Nicolas Sarkozy ? Il a mis ses ministres sur écoute. Emmanuel Macron? Il a «téléguidé» la chute de François Fillon. Gérald Darmanin ? Le ministre du Budget fait du «Cahuzac puissance 10. […] Il sait ce qu'il a fait, […] il va tomber». Et Angela Merkel ? La chancelière allemande a le charisme d'une huître. Après les propos trash tenus par Laurent Wauquiez lors d'un cours donné jeudi à l'EM Lyon Business School - dont les extraits les plus cash ont été diffusés dès le lendemain par l'émission Quotidien (TMC) -, la polémique enfle. Et la plupart des leaders de la droite gardent prudemment le silence. Ou versent dans l'euphémisation lénifiante, tel Eric Woerth : «On a besoin de rassembler, pas de diviser. […] Il n'y aurait pas ces propos, ce serait peut-être mieux.» Parmi les rares à sortir du bois à LR, le maire de Meaux (Seine-et-Marne), Jean-François Copé, a fustigé dimanche auprès de Libération des «propos [qui] ne font que ridiculiser notre famille politique. Ils la caricaturent. Il a commis une faute morale et politique».
Barbouserie
Acte manqué de la part d'un homme, Wauquiez, pourtant rompu aux exigences de maîtrise de la vie publique ? Coup de billard à trois bandes d'un Machiavel capable de téléguider - ou tout au moins d'anticiper - la fuite pour mieux en tirer profit ? «La preuve que non, c'est qu'il a été obligé de se mettre à genoux devant Nicolas Sarkozy pour s'excuser.
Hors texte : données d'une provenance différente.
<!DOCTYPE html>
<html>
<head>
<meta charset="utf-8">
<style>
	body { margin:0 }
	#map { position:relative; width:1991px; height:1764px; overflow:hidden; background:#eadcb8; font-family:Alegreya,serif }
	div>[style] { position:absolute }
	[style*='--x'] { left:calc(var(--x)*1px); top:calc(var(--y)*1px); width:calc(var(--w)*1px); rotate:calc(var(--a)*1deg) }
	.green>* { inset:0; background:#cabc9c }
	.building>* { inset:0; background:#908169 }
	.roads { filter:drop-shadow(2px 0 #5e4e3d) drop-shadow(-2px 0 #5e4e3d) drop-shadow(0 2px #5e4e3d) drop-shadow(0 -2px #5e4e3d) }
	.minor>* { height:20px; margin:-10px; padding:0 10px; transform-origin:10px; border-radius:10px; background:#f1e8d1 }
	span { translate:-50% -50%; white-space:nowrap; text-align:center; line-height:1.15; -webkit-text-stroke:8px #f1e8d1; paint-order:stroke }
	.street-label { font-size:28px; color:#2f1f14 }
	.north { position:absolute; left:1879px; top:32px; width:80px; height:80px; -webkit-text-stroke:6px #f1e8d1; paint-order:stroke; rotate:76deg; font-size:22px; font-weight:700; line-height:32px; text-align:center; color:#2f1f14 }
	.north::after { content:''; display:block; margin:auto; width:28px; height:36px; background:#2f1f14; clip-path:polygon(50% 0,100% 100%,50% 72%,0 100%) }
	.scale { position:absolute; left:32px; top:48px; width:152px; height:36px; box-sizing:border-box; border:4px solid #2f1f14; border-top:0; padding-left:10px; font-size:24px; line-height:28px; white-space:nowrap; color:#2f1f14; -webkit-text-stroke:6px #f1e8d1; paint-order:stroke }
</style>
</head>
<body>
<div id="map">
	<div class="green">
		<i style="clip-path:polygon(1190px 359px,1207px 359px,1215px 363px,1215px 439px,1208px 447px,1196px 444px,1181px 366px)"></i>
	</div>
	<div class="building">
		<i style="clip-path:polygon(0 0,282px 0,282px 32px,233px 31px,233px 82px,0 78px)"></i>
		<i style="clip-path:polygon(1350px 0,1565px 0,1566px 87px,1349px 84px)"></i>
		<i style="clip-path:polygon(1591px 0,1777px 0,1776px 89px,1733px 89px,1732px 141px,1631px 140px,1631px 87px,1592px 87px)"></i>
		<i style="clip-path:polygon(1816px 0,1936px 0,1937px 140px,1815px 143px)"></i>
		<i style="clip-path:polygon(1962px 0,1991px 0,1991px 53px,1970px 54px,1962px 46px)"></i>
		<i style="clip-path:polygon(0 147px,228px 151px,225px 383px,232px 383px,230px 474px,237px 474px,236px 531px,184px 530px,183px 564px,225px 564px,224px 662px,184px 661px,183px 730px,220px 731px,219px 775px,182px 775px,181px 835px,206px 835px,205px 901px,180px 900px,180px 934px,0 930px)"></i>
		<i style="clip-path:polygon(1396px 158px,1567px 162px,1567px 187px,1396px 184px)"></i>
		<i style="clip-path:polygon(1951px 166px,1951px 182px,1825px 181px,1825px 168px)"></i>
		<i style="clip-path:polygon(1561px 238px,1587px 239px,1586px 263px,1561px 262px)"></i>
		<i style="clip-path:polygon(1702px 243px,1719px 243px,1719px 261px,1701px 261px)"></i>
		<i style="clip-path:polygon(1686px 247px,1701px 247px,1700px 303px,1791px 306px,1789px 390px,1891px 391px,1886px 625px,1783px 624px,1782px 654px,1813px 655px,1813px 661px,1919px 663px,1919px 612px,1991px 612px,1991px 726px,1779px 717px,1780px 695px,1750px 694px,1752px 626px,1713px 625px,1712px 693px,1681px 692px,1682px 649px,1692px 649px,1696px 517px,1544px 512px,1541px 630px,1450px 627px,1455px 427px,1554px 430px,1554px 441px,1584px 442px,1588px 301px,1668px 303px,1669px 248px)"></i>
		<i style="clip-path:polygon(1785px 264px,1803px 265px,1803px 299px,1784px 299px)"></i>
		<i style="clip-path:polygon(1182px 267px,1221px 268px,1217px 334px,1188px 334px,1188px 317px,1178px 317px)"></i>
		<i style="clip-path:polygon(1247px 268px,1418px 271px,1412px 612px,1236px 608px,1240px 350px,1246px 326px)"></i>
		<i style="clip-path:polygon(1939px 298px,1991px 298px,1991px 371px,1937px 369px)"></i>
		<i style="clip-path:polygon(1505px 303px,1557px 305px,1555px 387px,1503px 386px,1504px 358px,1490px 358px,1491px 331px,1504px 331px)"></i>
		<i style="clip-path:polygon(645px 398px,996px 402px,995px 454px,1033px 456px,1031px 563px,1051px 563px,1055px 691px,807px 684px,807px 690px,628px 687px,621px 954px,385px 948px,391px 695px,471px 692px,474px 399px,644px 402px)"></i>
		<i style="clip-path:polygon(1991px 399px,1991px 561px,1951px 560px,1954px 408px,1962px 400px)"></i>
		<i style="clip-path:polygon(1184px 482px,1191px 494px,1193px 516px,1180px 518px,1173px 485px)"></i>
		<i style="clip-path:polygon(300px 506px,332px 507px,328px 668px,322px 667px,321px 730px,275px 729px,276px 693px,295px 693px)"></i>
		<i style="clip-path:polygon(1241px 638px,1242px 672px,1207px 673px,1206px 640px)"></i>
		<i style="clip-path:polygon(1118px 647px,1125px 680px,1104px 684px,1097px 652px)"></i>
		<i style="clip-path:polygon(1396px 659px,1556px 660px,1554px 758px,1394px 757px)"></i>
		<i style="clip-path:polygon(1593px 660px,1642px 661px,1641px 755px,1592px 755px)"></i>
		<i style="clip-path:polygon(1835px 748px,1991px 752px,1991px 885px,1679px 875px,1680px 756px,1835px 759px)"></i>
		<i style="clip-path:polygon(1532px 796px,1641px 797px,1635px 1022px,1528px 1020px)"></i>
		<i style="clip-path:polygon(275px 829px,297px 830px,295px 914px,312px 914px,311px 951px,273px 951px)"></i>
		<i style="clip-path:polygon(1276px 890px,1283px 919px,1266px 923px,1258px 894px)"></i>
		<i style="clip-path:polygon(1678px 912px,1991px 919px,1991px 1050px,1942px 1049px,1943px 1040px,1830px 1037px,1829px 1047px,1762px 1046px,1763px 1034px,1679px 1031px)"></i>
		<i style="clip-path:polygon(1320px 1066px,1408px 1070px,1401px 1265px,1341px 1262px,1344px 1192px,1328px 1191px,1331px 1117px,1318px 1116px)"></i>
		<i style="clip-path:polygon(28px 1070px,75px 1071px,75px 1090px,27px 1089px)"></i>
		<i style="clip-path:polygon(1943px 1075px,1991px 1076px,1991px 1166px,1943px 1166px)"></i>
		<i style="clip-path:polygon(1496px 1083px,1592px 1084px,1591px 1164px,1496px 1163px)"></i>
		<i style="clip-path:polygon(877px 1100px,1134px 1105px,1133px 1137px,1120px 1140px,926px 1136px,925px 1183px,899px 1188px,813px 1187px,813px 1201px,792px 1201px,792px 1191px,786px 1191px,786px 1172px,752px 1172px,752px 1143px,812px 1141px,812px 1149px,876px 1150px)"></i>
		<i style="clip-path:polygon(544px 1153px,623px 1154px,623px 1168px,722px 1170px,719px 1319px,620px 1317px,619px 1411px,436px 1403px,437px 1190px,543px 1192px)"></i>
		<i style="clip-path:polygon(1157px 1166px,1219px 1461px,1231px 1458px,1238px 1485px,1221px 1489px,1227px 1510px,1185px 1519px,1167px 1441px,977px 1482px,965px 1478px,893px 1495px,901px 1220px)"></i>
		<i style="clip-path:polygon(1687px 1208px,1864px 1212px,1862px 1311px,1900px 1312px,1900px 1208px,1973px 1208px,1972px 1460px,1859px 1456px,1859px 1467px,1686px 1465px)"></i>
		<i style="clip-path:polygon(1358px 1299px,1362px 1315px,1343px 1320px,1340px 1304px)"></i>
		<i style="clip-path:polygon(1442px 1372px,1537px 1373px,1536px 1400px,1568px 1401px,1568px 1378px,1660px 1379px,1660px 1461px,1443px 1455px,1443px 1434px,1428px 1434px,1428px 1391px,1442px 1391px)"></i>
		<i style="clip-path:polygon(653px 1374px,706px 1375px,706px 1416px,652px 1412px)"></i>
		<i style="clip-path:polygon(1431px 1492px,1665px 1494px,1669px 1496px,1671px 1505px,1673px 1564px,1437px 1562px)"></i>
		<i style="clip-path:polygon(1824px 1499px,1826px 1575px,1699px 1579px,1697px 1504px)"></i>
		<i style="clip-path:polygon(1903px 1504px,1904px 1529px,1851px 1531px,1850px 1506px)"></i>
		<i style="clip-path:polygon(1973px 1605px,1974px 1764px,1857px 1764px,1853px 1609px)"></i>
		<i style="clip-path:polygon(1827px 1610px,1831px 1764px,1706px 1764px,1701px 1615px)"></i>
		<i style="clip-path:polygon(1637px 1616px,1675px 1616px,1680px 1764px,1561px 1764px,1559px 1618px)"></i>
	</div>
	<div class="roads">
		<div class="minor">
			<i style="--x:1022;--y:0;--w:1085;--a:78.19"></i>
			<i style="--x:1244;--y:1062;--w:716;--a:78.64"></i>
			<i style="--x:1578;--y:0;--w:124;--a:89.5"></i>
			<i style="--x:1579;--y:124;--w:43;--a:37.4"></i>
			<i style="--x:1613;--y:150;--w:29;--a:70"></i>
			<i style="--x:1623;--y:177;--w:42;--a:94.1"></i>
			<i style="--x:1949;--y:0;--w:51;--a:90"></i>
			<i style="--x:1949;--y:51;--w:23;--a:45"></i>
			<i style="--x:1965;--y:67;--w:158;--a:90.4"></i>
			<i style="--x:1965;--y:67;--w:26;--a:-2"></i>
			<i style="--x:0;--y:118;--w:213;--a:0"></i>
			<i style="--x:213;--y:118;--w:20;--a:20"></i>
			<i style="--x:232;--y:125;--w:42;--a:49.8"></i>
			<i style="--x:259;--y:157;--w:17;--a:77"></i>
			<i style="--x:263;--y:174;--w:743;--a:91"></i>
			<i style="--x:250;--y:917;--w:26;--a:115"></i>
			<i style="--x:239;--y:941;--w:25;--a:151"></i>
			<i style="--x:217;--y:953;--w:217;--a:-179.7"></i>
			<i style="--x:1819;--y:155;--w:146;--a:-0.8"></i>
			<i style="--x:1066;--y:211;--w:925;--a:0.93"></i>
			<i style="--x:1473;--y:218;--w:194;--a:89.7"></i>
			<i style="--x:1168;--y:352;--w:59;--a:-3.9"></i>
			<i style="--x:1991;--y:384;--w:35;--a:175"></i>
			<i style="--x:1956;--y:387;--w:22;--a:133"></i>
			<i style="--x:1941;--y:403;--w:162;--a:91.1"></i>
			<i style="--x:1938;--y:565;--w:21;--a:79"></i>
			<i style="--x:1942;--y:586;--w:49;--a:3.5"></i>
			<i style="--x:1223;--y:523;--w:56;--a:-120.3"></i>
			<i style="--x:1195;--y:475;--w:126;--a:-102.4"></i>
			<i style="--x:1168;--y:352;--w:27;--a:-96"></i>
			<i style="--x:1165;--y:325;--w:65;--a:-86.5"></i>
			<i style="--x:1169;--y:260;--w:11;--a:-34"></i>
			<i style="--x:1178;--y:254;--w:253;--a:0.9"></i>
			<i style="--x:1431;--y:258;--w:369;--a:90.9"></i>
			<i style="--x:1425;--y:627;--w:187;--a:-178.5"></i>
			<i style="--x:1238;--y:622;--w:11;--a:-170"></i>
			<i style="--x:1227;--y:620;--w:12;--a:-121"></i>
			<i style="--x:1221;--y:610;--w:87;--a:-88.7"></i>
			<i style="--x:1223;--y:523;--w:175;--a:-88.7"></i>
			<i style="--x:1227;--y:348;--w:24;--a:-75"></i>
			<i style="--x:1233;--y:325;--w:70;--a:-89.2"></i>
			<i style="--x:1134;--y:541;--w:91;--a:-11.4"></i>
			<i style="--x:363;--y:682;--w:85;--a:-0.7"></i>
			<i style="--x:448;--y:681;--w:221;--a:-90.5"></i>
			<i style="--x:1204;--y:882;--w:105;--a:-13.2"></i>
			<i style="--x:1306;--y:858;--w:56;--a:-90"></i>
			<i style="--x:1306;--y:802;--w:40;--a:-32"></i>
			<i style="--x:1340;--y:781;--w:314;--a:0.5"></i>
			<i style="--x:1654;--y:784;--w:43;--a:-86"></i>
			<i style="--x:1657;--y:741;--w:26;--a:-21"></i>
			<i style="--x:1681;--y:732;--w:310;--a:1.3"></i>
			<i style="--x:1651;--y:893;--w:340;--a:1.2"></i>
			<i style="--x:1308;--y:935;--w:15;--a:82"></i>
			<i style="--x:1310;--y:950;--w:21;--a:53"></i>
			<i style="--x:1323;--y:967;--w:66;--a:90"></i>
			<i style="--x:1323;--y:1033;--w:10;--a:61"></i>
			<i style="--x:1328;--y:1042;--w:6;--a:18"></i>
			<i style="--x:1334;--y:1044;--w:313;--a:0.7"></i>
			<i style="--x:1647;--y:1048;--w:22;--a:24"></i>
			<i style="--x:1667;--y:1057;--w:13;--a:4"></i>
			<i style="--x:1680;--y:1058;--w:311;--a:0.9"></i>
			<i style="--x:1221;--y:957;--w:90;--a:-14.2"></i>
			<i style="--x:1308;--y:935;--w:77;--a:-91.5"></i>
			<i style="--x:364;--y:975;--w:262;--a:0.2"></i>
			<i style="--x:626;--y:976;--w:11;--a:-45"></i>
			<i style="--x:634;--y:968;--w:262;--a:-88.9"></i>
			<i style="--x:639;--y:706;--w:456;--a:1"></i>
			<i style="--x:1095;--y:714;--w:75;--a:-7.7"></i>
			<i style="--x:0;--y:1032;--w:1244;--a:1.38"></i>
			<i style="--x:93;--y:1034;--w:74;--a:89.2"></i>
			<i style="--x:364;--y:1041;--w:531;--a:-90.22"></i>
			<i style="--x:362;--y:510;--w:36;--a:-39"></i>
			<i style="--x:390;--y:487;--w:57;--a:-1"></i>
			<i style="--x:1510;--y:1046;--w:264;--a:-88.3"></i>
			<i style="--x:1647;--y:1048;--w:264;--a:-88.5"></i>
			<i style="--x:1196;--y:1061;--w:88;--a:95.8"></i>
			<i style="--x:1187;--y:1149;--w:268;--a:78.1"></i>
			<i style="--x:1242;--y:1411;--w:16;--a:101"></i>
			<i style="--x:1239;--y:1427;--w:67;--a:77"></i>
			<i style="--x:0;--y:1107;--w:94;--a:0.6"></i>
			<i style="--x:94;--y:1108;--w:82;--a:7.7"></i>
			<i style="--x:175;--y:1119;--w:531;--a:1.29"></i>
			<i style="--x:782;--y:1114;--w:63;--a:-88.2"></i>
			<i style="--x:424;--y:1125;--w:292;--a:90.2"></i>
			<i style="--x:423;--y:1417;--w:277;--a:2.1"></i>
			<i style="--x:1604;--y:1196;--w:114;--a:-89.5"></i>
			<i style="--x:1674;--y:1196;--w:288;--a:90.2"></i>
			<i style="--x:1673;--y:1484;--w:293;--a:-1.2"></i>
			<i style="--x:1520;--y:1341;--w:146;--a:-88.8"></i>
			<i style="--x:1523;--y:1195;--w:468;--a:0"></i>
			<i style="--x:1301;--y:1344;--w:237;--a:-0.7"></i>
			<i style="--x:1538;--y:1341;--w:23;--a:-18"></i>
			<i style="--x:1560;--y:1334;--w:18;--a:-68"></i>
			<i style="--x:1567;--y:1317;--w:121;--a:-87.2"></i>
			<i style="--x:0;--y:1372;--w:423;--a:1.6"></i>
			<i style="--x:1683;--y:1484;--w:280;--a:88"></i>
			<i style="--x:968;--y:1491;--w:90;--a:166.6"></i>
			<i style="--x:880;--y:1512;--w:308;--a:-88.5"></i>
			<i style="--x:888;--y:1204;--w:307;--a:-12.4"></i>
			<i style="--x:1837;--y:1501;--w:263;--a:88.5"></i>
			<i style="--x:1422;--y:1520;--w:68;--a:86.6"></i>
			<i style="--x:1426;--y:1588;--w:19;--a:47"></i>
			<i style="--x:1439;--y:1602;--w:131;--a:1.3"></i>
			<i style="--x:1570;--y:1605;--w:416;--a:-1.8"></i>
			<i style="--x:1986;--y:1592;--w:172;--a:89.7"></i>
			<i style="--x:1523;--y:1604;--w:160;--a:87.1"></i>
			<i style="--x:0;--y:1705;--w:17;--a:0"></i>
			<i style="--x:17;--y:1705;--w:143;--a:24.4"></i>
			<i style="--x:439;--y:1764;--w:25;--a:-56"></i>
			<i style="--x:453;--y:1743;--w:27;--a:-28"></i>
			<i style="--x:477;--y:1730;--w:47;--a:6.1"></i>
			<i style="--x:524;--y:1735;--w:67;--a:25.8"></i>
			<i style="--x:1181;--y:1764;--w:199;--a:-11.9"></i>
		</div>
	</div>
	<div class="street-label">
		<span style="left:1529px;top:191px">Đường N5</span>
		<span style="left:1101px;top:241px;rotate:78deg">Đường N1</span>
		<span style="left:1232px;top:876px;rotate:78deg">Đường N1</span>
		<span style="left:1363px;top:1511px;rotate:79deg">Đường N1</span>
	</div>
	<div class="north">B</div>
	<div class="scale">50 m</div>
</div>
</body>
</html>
Cela tend à montrer que la fuite n'était pas intentionnelle», note l'ex-secrétaire d'Etat Frédéric Lefebvre. S'agit-il alors d'un dérapage incontrôlé d'un dirigeant politique en roue libre devant un auditoire bienveillant ? S'il y a bien une dimension de «Wauquiez Gate» qu'il semble impossible de trancher, c'est de savoir si la sortie de route du nouveau patron de LR s'est bien faite à l'insu de son plein gré. En tout cas, les dégâts sont là.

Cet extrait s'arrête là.